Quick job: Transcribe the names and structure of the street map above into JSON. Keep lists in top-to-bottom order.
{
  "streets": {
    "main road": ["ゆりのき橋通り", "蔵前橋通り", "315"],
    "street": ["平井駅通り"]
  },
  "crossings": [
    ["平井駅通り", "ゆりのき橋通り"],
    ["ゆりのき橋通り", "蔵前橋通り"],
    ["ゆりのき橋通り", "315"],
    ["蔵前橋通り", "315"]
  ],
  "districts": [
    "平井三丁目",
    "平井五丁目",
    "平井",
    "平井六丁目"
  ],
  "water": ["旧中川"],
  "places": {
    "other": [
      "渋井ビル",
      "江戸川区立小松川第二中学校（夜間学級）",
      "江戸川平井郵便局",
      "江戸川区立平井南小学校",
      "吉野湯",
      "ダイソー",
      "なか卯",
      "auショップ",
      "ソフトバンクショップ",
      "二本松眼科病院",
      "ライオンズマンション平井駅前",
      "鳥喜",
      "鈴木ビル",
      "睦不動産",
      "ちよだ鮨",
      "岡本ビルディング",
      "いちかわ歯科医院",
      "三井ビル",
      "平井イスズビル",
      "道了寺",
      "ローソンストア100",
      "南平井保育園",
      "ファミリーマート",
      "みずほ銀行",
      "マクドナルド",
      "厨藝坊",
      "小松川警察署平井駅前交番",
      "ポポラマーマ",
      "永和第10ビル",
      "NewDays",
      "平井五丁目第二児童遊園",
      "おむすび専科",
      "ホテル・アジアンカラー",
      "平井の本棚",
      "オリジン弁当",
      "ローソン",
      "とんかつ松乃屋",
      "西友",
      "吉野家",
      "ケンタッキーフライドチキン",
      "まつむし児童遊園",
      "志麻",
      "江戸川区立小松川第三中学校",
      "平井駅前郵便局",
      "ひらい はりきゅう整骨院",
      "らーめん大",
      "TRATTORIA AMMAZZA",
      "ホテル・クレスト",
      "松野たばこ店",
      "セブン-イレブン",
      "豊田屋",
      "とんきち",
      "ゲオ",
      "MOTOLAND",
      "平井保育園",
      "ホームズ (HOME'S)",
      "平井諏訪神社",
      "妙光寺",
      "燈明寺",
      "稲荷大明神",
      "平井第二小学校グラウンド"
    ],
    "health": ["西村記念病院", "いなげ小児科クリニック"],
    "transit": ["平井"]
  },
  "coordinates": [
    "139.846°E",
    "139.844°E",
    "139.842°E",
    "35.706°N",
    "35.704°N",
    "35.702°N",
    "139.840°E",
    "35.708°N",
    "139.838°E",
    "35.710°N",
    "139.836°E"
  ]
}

· · · ·

» **WHAT YOU WILL DO**:
Output the entire listing above without leaving out or altering anything.

» **ANSWER SPACE**:
Quick job: Transcribe the names and structure of the street map above into JSON. Keep lists in top-to-bottom order.
{
  "streets": {
    "main road": ["ゆりのき橋通り", "蔵前橋通り", "315"],
    "street": ["平井駅通り"]
  },
  "crossings": [
    ["平井駅通り", "ゆりのき橋通り"],
    ["ゆりのき橋通り", "蔵前橋通り"],
    ["ゆりのき橋通り", "315"],
    ["蔵前橋通り", "315"]
  ],
  "districts": [
    "平井三丁目",
    "平井五丁目",
    "平井",
    "平井六丁目"
  ],
  "water": ["旧中川"],
  "places": {
    "other": [
      "渋井ビル",
      "江戸川区立小松川第二中学校（夜間学級）",
      "江戸川平井郵便局",
      "江戸川区立平井南小学校",
      "吉野湯",
      "ダイソー",
      "なか卯",
      "auショップ",
      "ソフトバンクショップ",
      "二本松眼科病院",
      "ライオンズマンション平井駅前",
      "鳥喜",
      "鈴木ビル",
      "睦不動産",
      "ちよだ鮨",
      "岡本ビルディング",
      "いちかわ歯科医院",
      "三井ビル",
      "平井イスズビル",
      "道了寺",
      "ローソンストア100",
      "南平井保育園",
      "ファミリーマート",
      "みずほ銀行",
      "マクドナルド",
      "厨藝坊",
      "小松川警察署平井駅前交番",
      "ポポラマーマ",
      "永和第10ビル",
      "NewDays",
      "平井五丁目第二児童遊園",
      "おむすび専科",
      "ホテル・アジアンカラー",
      "平井の本棚",
      "オリジン弁当",
      "ローソン",
      "とんかつ松乃屋",
      "西友",
      "吉野家",
      "ケンタッキーフライドチキン",
      "まつむし児童遊園",
      "志麻",
      "江戸川区立小松川第三中学校",
      "平井駅前郵便局",
      "ひらい はりきゅう整骨院",
      "らーめん大",
      "TRATTORIA AMMAZZA",
      "ホテル・クレスト",
      "松野たばこ店",
      "セブン-イレブン",
      "豊田屋",
      "とんきち",
      "ゲオ",
      "MOTOLAND",
      "平井保育園",
      "ホームズ (HOME'S)",
      "平井諏訪神社",
      "妙光寺",
      "燈明寺",
      "稲荷大明神",
      "平井第二小学校グラウンド"
    ],
    "health": ["西村記念病院", "いなげ小児科クリニック"],
    "transit": ["平井"]
  },
  "coordinates": [
    "139.846°E",
    "139.844°E",
    "139.842°E",
    "35.706°N",
    "35.704°N",
    "35.702°N",
    "139.840°E",
    "35.708°N",
    "139.838°E",
    "35.710°N",
    "139.836°E"
  ]
}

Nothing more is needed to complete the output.